EXERCISE AIM: Sift through the material below and return the lines with "positions".

[PROVIDED DATA]

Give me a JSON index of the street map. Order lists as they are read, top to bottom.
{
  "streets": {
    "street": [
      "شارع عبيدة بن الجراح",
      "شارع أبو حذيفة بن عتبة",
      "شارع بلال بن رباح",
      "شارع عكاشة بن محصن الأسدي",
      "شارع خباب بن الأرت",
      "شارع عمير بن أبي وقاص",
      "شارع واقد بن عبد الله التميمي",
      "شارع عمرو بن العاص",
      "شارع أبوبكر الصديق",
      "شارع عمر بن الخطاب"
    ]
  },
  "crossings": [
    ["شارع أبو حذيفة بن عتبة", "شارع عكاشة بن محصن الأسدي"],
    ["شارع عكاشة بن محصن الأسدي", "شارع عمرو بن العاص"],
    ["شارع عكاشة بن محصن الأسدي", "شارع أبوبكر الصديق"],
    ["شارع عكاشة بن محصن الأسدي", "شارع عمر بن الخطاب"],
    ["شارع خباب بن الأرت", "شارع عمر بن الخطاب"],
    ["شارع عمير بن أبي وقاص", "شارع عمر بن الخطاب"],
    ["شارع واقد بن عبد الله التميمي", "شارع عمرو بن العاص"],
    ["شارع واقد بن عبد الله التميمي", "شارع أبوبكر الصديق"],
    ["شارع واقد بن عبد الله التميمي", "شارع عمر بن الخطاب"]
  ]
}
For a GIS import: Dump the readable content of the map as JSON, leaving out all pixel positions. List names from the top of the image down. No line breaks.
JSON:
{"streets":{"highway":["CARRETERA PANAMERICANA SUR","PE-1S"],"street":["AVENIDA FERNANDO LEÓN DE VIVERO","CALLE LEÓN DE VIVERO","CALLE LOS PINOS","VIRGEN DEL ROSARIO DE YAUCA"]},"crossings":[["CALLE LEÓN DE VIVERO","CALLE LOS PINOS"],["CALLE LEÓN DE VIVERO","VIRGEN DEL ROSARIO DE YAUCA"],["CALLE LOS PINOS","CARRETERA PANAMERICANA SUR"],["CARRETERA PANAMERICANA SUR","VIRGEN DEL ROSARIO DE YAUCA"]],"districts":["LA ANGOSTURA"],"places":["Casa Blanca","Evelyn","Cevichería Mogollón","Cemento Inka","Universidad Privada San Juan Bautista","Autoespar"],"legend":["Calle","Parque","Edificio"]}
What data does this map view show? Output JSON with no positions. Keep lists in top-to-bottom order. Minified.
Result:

[/PROVIDED DATA]

RESULT OF THIS TASK:
For a GIS import: Dump the readable content of the map as JSON, leaving out all pixel positions. List names from the top of the image down. No line breaks.
What data does this map view show? Output JSON with no positions. Keep lists in top-to-bottom order. Minified.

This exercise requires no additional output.